# [Required action]
Search the data for the word "rule" and copy every line that contains it.

# [Records from a dataset]
--------------------

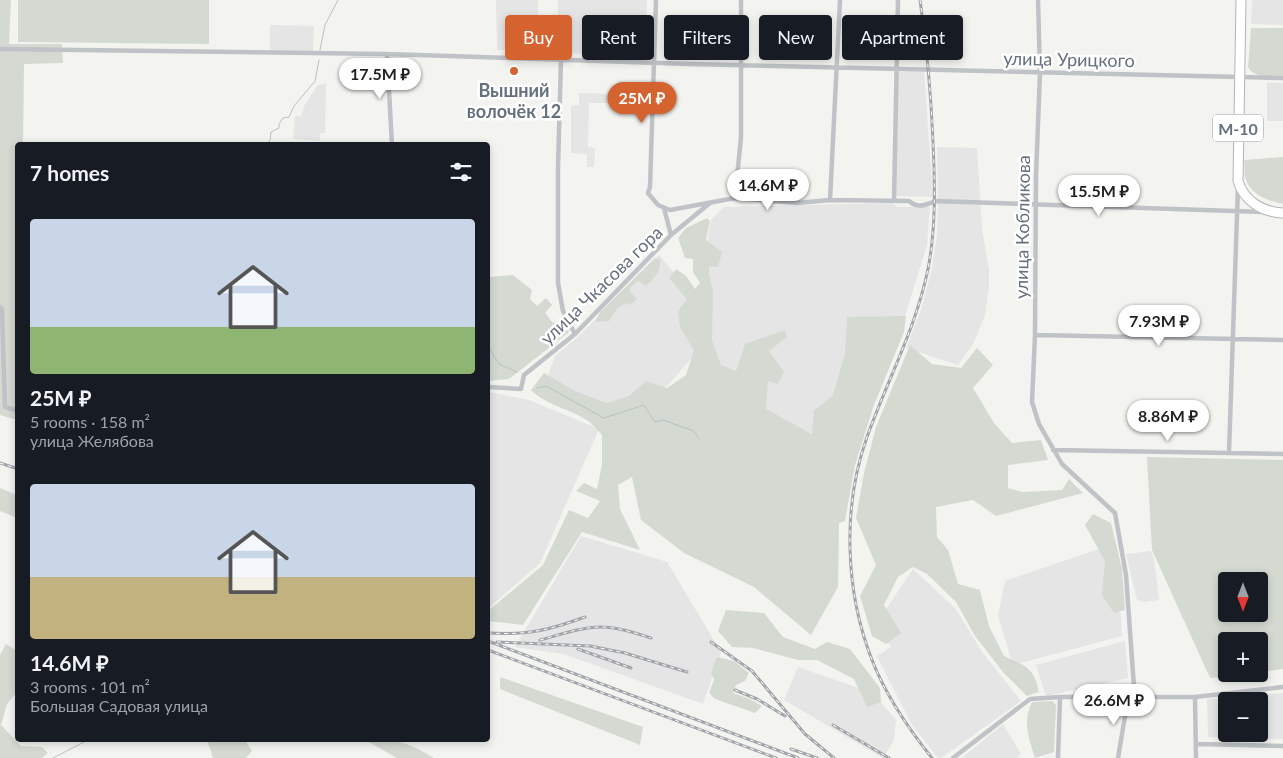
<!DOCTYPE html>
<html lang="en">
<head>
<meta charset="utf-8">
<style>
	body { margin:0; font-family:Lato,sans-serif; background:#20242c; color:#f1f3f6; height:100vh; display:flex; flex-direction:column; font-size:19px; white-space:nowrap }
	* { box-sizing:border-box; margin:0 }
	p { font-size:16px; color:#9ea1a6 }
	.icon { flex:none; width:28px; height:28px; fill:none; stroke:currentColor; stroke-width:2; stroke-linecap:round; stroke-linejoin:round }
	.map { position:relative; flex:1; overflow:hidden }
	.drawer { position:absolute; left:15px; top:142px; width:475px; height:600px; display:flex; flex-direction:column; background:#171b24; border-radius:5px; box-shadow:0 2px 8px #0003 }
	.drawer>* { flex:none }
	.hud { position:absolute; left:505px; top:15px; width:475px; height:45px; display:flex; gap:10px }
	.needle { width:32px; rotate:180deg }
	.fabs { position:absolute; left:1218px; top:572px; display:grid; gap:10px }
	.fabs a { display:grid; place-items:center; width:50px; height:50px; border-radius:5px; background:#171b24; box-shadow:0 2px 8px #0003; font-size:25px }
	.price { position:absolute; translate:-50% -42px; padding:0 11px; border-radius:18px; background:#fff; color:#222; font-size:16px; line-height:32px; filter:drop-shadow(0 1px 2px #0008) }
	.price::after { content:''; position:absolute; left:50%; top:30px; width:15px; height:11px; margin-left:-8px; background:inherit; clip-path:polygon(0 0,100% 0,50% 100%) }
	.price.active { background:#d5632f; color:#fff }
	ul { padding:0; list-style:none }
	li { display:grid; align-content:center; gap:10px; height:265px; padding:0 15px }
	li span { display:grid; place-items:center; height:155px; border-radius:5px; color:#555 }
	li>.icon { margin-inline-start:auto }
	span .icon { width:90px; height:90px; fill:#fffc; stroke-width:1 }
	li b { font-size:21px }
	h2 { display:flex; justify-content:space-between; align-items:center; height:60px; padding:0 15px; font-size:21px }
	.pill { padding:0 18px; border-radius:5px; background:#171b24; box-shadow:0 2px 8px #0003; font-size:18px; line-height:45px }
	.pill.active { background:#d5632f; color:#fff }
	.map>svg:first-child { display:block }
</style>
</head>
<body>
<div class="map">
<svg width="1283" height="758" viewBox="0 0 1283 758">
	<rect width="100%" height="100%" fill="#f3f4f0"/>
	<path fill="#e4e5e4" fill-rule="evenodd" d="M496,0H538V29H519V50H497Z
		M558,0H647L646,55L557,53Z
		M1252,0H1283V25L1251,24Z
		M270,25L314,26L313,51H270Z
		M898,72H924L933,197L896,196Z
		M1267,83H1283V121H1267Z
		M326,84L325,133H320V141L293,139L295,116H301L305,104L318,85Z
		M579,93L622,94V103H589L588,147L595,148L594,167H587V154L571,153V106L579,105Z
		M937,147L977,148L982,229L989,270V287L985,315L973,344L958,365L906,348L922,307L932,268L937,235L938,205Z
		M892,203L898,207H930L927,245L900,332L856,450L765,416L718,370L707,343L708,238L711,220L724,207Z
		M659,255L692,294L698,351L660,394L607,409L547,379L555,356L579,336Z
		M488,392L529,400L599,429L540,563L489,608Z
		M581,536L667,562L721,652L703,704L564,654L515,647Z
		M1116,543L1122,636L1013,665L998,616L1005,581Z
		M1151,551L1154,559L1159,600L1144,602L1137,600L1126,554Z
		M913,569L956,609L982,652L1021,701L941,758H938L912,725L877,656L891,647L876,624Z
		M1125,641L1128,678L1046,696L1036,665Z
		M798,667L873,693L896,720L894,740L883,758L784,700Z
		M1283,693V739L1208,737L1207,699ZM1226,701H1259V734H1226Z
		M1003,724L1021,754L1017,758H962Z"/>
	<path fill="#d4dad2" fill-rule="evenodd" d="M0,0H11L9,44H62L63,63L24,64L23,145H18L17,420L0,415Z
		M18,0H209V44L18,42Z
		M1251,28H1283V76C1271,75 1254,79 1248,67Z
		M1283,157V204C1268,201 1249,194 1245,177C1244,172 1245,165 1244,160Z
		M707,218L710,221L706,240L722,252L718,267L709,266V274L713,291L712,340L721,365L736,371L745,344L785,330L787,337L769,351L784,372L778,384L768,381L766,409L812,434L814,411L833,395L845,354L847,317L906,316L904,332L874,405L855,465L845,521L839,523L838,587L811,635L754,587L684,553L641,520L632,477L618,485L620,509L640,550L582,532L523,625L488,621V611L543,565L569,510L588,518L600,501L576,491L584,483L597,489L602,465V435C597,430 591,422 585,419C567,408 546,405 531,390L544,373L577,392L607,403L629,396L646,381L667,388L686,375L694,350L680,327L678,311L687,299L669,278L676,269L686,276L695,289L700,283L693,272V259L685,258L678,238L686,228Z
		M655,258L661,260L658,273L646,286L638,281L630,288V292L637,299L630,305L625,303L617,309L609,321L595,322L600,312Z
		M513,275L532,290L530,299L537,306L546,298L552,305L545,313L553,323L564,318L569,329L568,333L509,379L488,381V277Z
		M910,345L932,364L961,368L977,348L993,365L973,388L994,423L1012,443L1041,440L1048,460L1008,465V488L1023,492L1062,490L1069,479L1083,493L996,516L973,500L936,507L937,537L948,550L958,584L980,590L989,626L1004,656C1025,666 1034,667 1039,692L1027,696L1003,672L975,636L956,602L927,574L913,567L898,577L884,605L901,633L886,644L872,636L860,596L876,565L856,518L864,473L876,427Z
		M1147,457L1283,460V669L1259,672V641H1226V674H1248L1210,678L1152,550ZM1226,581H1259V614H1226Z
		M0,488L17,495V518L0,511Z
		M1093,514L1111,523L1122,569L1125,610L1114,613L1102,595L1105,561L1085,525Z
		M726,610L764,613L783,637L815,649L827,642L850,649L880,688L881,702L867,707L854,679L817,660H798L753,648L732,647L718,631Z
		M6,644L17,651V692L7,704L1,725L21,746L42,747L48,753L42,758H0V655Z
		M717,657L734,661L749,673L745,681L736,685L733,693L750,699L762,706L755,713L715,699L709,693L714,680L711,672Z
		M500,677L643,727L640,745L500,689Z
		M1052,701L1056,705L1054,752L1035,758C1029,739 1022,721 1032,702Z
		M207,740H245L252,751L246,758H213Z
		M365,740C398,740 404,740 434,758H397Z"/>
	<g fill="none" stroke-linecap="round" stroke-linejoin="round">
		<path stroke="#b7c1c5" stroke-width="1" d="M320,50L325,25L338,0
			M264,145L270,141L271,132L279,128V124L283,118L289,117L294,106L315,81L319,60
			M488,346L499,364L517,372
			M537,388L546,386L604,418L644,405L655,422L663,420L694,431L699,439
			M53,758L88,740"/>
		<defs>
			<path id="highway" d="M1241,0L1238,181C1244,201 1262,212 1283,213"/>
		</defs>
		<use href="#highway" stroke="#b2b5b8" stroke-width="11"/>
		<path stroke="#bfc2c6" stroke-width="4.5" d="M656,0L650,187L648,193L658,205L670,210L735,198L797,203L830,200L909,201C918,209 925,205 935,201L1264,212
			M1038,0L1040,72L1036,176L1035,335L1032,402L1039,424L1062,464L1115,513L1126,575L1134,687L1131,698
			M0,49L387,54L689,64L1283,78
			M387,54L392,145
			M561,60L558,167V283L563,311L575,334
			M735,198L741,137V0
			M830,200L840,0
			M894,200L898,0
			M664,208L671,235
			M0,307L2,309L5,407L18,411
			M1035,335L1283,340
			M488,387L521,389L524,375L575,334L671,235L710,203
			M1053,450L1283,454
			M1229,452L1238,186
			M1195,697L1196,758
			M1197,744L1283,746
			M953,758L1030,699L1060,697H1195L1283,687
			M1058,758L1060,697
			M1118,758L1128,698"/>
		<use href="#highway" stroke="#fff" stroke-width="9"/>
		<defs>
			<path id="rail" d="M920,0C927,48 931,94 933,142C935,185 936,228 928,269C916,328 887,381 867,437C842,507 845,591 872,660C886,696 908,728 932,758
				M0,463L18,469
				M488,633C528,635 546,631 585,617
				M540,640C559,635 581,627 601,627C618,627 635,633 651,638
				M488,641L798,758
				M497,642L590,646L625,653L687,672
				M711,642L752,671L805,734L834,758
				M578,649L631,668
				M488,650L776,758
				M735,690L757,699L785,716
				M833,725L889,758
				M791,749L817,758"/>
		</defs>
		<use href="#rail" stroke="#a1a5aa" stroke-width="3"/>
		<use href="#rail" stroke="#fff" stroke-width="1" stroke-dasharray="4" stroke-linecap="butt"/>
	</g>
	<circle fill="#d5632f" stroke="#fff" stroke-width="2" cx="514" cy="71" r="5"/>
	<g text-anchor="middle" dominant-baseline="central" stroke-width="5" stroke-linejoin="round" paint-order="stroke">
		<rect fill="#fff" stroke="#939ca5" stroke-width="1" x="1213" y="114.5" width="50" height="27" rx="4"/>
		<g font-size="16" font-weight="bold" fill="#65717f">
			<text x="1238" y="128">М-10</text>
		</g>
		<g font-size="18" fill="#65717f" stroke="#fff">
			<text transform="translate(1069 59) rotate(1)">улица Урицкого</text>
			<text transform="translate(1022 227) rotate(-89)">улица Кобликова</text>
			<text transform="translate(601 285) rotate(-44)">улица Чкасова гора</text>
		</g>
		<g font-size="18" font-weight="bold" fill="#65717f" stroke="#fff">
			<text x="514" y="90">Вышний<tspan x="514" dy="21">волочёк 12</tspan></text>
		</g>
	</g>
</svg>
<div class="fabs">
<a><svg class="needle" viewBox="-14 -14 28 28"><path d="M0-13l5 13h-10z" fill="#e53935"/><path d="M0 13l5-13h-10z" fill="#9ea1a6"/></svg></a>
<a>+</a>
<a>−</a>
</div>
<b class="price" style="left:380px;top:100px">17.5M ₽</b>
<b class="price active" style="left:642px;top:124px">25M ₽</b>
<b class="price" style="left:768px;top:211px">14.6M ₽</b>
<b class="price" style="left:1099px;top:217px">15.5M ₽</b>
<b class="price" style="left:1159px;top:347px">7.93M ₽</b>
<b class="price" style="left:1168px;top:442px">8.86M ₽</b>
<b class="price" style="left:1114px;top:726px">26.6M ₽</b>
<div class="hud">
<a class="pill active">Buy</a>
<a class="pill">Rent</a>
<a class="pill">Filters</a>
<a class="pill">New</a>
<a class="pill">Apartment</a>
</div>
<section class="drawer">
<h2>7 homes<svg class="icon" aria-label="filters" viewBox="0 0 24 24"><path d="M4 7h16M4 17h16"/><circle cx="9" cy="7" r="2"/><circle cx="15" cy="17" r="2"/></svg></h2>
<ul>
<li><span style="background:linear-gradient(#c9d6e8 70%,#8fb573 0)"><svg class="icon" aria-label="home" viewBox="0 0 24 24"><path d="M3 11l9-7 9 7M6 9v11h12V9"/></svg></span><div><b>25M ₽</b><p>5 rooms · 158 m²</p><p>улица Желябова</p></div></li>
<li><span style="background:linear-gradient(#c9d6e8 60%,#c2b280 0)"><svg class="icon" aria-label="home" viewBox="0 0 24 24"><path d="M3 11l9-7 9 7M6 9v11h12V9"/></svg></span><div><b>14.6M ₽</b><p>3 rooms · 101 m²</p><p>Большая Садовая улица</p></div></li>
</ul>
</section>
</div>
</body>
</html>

--------------------

# [Expected answer]
	<path fill="#e4e5e4" fill-rule="evenodd" d="M496,0H538V29H519V50H497Z
	<path fill="#d4dad2" fill-rule="evenodd" d="M0,0H11L9,44H62L63,63L24,64L23,145H18L17,420L0,415Z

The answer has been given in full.